TASK STATEMENT
Across the entries below, count the lines in which the word "padding" occurs. Reply with the count alone.

Saved entries
━━━

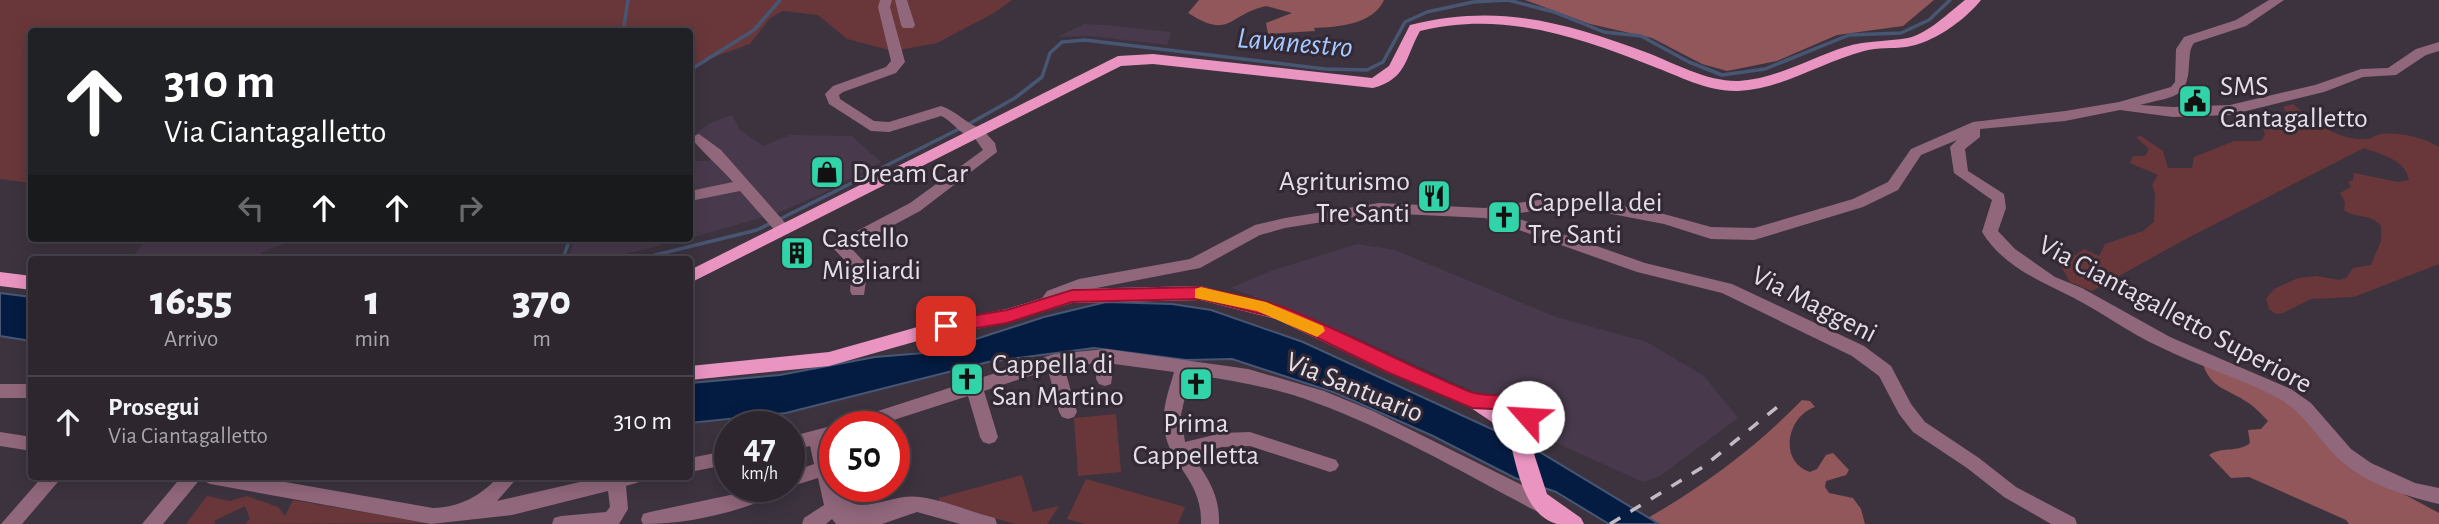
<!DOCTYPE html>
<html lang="it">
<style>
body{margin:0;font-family:"Alegreya Sans",sans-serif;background:#39323b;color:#f1f3f6;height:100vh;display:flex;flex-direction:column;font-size:26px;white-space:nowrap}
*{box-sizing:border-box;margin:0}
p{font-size:23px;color:#a7a5aa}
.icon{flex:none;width:38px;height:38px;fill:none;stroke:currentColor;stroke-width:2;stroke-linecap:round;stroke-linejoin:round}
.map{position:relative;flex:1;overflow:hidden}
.panel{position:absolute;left:28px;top:256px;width:665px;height:224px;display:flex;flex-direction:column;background:#2d262f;border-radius:7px;box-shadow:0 4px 18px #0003,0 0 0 2px #48434b}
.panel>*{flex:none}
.top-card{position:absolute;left:28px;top:28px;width:665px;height:214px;border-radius:7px;box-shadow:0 4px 18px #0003,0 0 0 2px #48434b;background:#202124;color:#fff;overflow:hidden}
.speed{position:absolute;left:714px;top:411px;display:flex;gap:14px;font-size:35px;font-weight:700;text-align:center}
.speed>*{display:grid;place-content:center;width:91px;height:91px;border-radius:50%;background:#2d262f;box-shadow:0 4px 18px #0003,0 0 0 2px #48434b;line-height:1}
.speed small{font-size:18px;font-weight:400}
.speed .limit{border:10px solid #d22;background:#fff;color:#111}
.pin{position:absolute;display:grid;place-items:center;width:60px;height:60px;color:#fff;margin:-30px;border-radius:14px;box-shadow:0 4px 10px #0006}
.me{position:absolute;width:77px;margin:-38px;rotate:296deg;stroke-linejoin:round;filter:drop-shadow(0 0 5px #0008)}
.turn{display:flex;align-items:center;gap:24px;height:147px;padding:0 21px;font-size:32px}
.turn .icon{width:91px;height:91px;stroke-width:2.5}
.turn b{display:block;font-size:49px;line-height:60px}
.lanes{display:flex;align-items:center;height:66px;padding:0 21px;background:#0003;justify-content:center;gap:35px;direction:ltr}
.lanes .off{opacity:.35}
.eta{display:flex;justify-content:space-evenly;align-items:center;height:119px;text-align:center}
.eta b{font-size:42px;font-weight:800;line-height:49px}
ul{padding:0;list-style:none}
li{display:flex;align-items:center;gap:21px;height:91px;padding:0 21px;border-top:2px solid #48434b}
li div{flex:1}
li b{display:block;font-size:26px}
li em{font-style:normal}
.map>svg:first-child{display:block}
</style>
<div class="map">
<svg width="2439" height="524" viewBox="0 0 2439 524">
<rect width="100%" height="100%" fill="#3c333f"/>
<!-- built -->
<path fill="#483a4c" d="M1084 24 1106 25 1171 32 1167 45 1092 36 1057 37Z
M732 115 740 130 763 146 790 135 852 136 881 162 828 191 778 213 690 238V161H710L712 157 696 140V133L710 123Z
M147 238H304L269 249 251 259H131Z
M575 238H689L606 259H568Z
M1357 244 1395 250 1556 317 1647 342 1704 376 1738 418 1660 476 1643 482 1541 436 1520 413 1348 334 1231 288 1268 272Z"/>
<!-- green -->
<path fill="#69373a" d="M0 0H1012L994 13 937 43 893 51 847 39 818 15 783 11 770 18 750 44 711 58 690 72V32H32L31 183 0 179Z
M2293 104C2312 121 2338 141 2366 139 2372 139 2375 135 2381 134 2400 132 2422 137 2439 147V264L2354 297 2311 299 2283 313 2276 314 2269 309 2266 299 2274 289 2298 278 2316 276 2340 280 2346 278 2353 268 2371 265 2381 241V226C2371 213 2356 219 2344 210L2345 202 2340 193 2351 187 2348 182 2353 180 2354 173 2398 182 2409 180C2405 159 2382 155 2364 148L2184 240 2092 291 2070 282 2059 263 2063 255H2076L2084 249 2099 256 2105 244 2143 231 2154 222 2155 193 2152 185 2158 175 2130 163 2133 156H2145L2149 149 2136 137 2141 136 2163 151 2168 168H2192L2194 157 2234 141H2261L2265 135 2262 123 2266 121C2275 123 2284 127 2291 119L2283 107Z
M1116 414 1121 472 1078 476 1074 418Z
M1022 475 1033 512 1059 506 1047 524H1015L939 502V498Z
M1086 479 1185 507 1178 524H1085L1067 519Z
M207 496 230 501 247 496 278 507 285 516 293 500 426 523 245 524 250 519 245 506 214 521 215 524H186Z"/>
<!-- forest -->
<path fill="#92575a" d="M1199 0H1384C1373 25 1337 27 1314 28L1315 31 1268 34 1266 23 1292 13 1266 6C1227 15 1231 40 1188 13Z
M1525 0H1934L1903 26 1837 35 1777 61 1727 71 1702 64 1652 38 1590 24Z
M2203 364 2278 396 2308 416 2344 462 2439 513V524H2349L2346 520 2249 477 2231 478 2209 455C2222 446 2238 453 2250 443L2248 430 2261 429 2268 421C2261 414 2255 407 2247 402 2228 389 2210 388 2203 364Z
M1802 400 1810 401 1815 407C1787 416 1778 462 1810 472L1817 469 1826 455 1833 453 1849 470 1846 475 1826 481 1825 487 1829 493 1853 498 1861 509 1865 524H1659L1646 519C1704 486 1756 447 1802 400Z"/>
<!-- water -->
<path fill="#041c42" stroke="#475673" stroke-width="2" d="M0 293 31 297V341L0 336Z
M1106 302 1172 304 1211 310 1303 342 1533 448 1659 524H1609L1556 492 1515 478 1433 436 1336 393 1232 359 1186 360 1094 348 988 362 786 413 690 423V383L780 375 875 357 936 352 1044 317Z"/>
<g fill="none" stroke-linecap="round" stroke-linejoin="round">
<!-- stream -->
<path stroke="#475673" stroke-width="3.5" d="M623 32 628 0
M690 70 754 30 780 0
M967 125 1015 98 1042 77 1050 53 1062 42 1085 40 1325 69 1367 70 1383 62 1405 22 1427 12 1473 2 1508 0 1554 12 1604 32 1641 36 1689 62 1722 75 1765 69 1849 35 1901 33 1929 20 1950 0
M780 219 961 128
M563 259 570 238
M639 259 757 230 773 222"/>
<!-- minor -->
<path fill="#91677c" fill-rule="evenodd" d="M880 0H892L890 7 905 62 896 73 843 92 839 95 840 99 874 121 889 122 941 106C957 111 967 125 981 128L995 143 997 152 920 211 851 248 868 266 864 295H852L850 291 852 268 832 247 834 243 910 203 983 150 974 137C960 136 953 121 941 116L889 132 871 131 829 104 825 94 833 86 886 67 891 61 878 7Z
M895 0H907L915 25 913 28H903L901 25Z
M2269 0H2284L2246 26 2194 43C2189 50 2190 56 2189 64 2188 101 2171 96 2140 105L2173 107 2230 105 2315 85 2361 69 2388 68 2416 49 2439 42V51L2426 55 2396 75 2363 77 2324 92 2230 115 2173 117 2120 110 2065 121 1980 129V137L1965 149 1968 171 2004 194 2006 208 1998 231 2015 249 2055 277 2082 288 2170 337 2291 389 2311 403 2351 449 2371 463 2415 483 2439 488V504C2405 496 2363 483 2338 458 2317 438 2304 412 2278 398 2240 378 2198 366 2160 347 2129 333 2102 312 2072 297 2038 280 2003 266 1982 232L1992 200 1954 173 1950 147 1957 140 1921 155 1898 190 1863 207 1754 240 1711 239 1664 224 1580 208 1545 209 1508 215 1645 263 1732 284 1864 346 1891 366 1911 404 1925 422 1979 458 2016 487 2075 518 2077 524H2051L2004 497 1967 468 1913 432 1899 414 1879 376 1852 356 1722 293 1637 272 1485 218 1379 213 1285 228 1260 235 1200 268 1081 291 1059 299 1048 307 1042 305 1040 301 1047 291 1079 279 1190 259 1255 225 1285 218 1379 203 1485 208 1545 199 1580 198 1664 214 1711 227 1754 228 1853 199 1888 182 1911 149 1973 122 2065 111 2119 102 2171 87 2175 82 2176 49 2184 37 2236 20Z
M699 134 721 150 788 226 791 230 788 234H778L740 191 690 201V191L733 182C720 167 703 153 692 139L694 136Z
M1106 349 1248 369 1324 391 1373 411 1552 500 1554 506 1552 512 1545 514 1538 512C1465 474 1393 431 1316 403 1275 387 1233 381 1190 374L1181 415 1185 442 1222 433 1250 432 1336 460 1339 465 1336 470 1330 472 1250 446 1222 447 1192 455C1208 478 1220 495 1219 524H1201C1202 477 1168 466 1164 427 1162 408 1169 390 1174 372L1114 364 1111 384 1105 386 1099 384 1096 379 1097 363 1064 367 1077 412 1074 417 1068 419 1062 417 1059 412 1048 370 984 391 998 437 995 442 989 444 983 442 980 437 968 396 872 427H835V439L827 441 834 468 835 486H838C853 524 887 492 920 497 943 500 966 510 988 516L995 518 997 524H960L917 512 882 524H836L832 519 826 524H802L804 518 824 505 818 478 786 488 784 491C741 512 690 524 643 524L641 520 643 514 650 512 749 491 759 486H789V473L814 464 810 446 789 451V437L835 425 841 427 844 422 1054 354Z
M0 384H32V398H0Z
M0 432 32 437V451L0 446Z
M730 450V464L690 472V458Z
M43 476H63L22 524H1Z
M182 476H251L433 508C460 507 481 496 499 476H519L497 501 606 476H646L643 481 626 486 628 509 619 524H552L554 518 561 516 606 512 610 507 608 491 512 515 431 524 210 484 204 481 202 477 163 524H142Z"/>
<!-- major -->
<path fill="#ea94c1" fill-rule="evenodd" d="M1965 0H1981C1964 21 1933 43 1906 47 1892 49 1878 47 1864 51 1822 62 1782 89 1738 91 1708 92 1679 76 1652 66 1576 36 1502 11 1420 31 1405 58 1407 79 1373 88L1153 64 1121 66 690 283V270L1118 56 1153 54 1372 78 1389 66 1410 25C1498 3 1565 22 1648 53 1676 64 1708 82 1739 81 1776 79 1810 58 1845 47 1866 40 1886 42 1908 38 1929 33 1948 13 1965 0Z
M0 272 32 276V290L0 286Z
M1200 286 1287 308 1494 404C1503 392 1515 393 1527 398L1536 415 1527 432 1547 494 1581 518 1584 524C1576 524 1564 524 1557 524 1522 514 1517 464 1508 435L1499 432 1492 422 1471 408 1386 372 1276 319 1200 300 1072 303 1007 323 928 338 829 366 690 380V366L829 352 928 324 1007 309 1072 289ZM1512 409 1517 415 1512 420 1509 414Z"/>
<!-- rail -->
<path stroke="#c2bbc4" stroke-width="3.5" stroke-dasharray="12 12" stroke-linecap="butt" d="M1610 524 1703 467 1786 400"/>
</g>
<!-- route -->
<path fill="#e11d48" stroke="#92132f" stroke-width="2" d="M1200 287C1229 294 1261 298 1288 309 1349 334 1408 366 1468 391 1493 401 1526 386 1537 417L1528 424 1522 422 1514 410 1472 408 1387 372 1277 318 1200 299 1072 302 1007 323 946 333 938 326 946 320 1007 310 1072 290Z"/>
<!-- slow -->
<path fill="#f59e0b" d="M1201 287 1266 302 1323 326 1325 331 1317 337 1257 311 1195 298V289Z"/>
<!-- icons -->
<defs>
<g id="civic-square" transform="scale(1.75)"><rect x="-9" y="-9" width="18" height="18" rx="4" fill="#31d4a9" stroke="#322935"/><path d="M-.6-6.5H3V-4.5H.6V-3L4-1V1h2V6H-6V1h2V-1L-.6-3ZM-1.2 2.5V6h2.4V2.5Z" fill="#111"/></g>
<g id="shop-square" transform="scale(1.75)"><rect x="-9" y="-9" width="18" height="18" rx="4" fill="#31d4a9" stroke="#322935"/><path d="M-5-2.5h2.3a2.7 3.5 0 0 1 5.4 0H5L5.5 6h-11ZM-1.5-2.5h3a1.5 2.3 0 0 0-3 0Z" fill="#111"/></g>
<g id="restaurant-square" transform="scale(1.75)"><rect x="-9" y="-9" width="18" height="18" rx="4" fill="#31d4a9" stroke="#322935"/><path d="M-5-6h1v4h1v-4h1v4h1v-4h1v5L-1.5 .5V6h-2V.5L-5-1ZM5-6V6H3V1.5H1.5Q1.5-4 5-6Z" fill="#111"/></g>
<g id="church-square" transform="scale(1.75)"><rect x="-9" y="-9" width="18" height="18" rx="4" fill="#31d4a9" stroke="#322935"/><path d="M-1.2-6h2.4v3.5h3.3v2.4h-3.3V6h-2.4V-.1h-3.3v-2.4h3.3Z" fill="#111"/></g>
<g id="building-square" transform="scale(1.75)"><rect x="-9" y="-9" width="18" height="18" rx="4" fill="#31d4a9" stroke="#322935"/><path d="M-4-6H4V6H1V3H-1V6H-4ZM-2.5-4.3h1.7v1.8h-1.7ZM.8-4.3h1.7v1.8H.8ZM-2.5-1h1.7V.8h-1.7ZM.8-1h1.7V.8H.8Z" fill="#111"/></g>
</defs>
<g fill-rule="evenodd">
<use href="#civic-square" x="2195" y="101"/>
<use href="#shop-square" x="827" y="172"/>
<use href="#restaurant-square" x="1434" y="196"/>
<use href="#church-square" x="1504" y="217"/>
<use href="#building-square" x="797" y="253"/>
<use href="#church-square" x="967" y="379"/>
<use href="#church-square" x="1196" y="384"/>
</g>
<g text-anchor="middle" stroke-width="6" stroke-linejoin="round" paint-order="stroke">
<!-- poi labels -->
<g font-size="28" fill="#e4dee6" stroke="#322935" text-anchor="start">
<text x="2220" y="95">SMS<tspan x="2220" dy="32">Cantagalletto</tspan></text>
<text x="852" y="182">Dream Car</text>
<text x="1410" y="190" text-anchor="end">Agriturismo<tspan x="1410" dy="32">Tre Santi</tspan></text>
<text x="1528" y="211">Cappella dei<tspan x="1528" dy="32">Tre Santi</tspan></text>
<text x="822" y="247">Castello<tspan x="822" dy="32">Migliardi</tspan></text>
<text x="992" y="373">Cappella di<tspan x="992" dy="32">San Martino</tspan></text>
<text x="1196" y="432" text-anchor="middle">Prima<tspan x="1196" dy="32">Cappelletta</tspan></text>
</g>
<!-- street labels -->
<g font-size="28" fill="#e4dee6" stroke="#322935">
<text transform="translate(1815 303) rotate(27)" y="10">Via Maggeni</text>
<text transform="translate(2176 313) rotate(28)" y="10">Via Ciantagalletto Superiore</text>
<text transform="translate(1355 386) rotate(22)" y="10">Via Santuario</text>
</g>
<!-- water labels -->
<g font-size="30" font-style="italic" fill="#a4c8ff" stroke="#322935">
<text transform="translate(1295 42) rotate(5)" y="10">Lavanestro</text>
</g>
</g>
</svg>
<div class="speed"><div>47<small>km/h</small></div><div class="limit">50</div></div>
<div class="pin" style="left:946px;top:326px;background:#d93025"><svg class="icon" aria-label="arrive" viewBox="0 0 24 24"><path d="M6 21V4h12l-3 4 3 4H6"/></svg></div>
<svg class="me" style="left:1528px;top:417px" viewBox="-20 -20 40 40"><circle r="19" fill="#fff"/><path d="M0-13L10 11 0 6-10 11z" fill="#e11d48"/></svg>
<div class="top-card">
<div class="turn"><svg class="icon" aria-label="ahead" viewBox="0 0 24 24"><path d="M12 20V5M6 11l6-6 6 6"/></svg><div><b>310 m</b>Via Ciantagalletto</div></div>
<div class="lanes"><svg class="icon off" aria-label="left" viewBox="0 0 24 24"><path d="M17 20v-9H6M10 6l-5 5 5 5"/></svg><svg class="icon" aria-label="ahead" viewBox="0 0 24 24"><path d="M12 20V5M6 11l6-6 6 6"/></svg><svg class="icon" aria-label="ahead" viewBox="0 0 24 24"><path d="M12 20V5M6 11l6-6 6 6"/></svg><svg class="icon off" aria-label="right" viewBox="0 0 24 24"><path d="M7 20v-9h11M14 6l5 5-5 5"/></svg></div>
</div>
<section class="panel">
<div class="eta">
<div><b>16:55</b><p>Arrivo</p></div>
<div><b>1</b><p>min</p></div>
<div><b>370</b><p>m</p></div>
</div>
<ul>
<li><svg class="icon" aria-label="ahead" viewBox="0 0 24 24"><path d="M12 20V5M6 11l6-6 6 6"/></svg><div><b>Prosegui</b><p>Via Ciantagalletto</p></div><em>310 m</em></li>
</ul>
</section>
</div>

━━━

TASK OUTPUT
4